- **Given entries**:
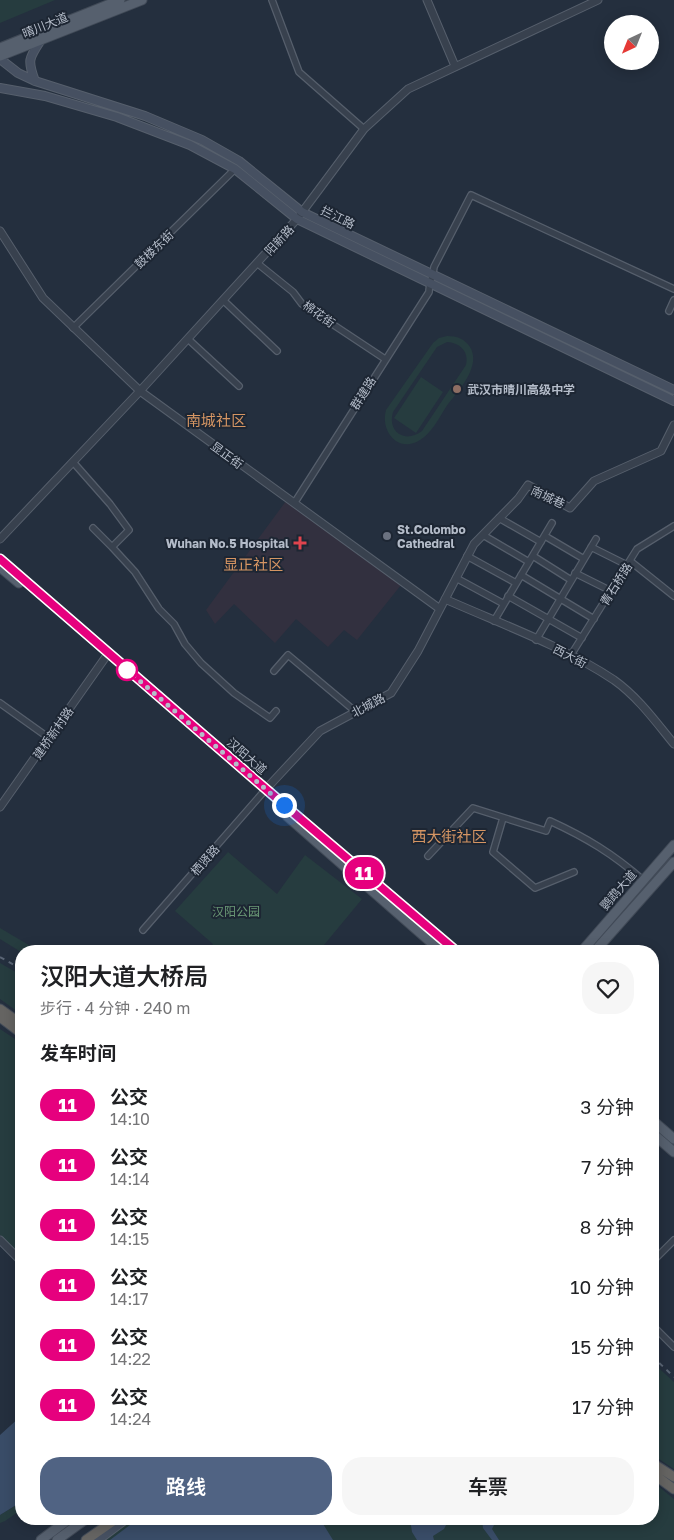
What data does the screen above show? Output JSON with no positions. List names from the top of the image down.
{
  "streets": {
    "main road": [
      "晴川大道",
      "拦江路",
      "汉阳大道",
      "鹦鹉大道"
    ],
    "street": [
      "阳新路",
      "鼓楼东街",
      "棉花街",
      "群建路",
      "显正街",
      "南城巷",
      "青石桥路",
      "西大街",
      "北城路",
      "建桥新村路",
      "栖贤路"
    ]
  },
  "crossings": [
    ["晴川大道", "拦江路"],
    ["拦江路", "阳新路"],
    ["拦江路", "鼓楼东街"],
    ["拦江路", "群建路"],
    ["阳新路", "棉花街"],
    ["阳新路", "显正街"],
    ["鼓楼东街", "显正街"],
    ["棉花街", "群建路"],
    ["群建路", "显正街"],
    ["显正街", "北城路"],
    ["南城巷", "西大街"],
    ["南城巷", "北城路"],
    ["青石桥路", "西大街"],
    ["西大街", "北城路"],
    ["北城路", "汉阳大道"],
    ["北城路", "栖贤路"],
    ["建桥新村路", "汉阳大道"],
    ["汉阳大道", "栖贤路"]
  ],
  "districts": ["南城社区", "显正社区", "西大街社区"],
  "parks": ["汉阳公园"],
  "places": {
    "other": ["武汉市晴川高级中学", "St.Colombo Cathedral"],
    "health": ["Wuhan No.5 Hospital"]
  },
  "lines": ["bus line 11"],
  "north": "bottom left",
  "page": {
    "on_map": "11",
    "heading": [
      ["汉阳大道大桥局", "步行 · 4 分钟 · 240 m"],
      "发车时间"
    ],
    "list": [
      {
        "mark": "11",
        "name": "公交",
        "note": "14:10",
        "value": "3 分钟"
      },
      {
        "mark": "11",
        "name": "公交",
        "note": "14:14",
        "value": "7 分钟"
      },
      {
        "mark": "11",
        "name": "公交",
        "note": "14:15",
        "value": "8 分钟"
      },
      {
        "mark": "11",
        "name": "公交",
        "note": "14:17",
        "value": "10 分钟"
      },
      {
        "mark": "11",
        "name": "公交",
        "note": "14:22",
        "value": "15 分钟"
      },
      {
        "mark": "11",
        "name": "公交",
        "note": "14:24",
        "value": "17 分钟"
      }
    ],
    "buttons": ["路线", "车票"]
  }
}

- **Activity**: All of the records above are to be printed exactly, with every picture omitted.

- **Reply to the task**:
What data does the screen above show? Output JSON with no positions. List names from the top of the image down.
{
  "streets": {
    "main road": [
      "晴川大道",
      "拦江路",
      "汉阳大道",
      "鹦鹉大道"
    ],
    "street": [
      "阳新路",
      "鼓楼东街",
      "棉花街",
      "群建路",
      "显正街",
      "南城巷",
      "青石桥路",
      "西大街",
      "北城路",
      "建桥新村路",
      "栖贤路"
    ]
  },
  "crossings": [
    ["晴川大道", "拦江路"],
    ["拦江路", "阳新路"],
    ["拦江路", "鼓楼东街"],
    ["拦江路", "群建路"],
    ["阳新路", "棉花街"],
    ["阳新路", "显正街"],
    ["鼓楼东街", "显正街"],
    ["棉花街", "群建路"],
    ["群建路", "显正街"],
    ["显正街", "北城路"],
    ["南城巷", "西大街"],
    ["南城巷", "北城路"],
    ["青石桥路", "西大街"],
    ["西大街", "北城路"],
    ["北城路", "汉阳大道"],
    ["北城路", "栖贤路"],
    ["建桥新村路", "汉阳大道"],
    ["汉阳大道", "栖贤路"]
  ],
  "districts": ["南城社区", "显正社区", "西大街社区"],
  "parks": ["汉阳公园"],
  "places": {
    "other": ["武汉市晴川高级中学", "St.Colombo Cathedral"],
    "health": ["Wuhan No.5 Hospital"]
  },
  "lines": ["bus line 11"],
  "north": "bottom left",
  "page": {
    "on_map": "11",
    "heading": [
      ["汉阳大道大桥局", "步行 · 4 分钟 · 240 m"],
      "发车时间"
    ],
    "list": [
      {
        "mark": "11",
        "name": "公交",
        "note": "14:10",
        "value": "3 分钟"
      },
      {
        "mark": "11",
        "name": "公交",
        "note": "14:14",
        "value": "7 分钟"
      },
      {
        "mark": "11",
        "name": "公交",
        "note": "14:15",
        "value": "8 分钟"
      },
      {
        "mark": "11",
        "name": "公交",
        "note": "14:17",
        "value": "10 分钟"
      },
      {
        "mark": "11",
        "name": "公交",
        "note": "14:22",
        "value": "15 分钟"
      },
      {
        "mark": "11",
        "name": "公交",
        "note": "14:24",
        "value": "17 分钟"
      }
    ],
    "buttons": ["路线", "车票"]
  }
}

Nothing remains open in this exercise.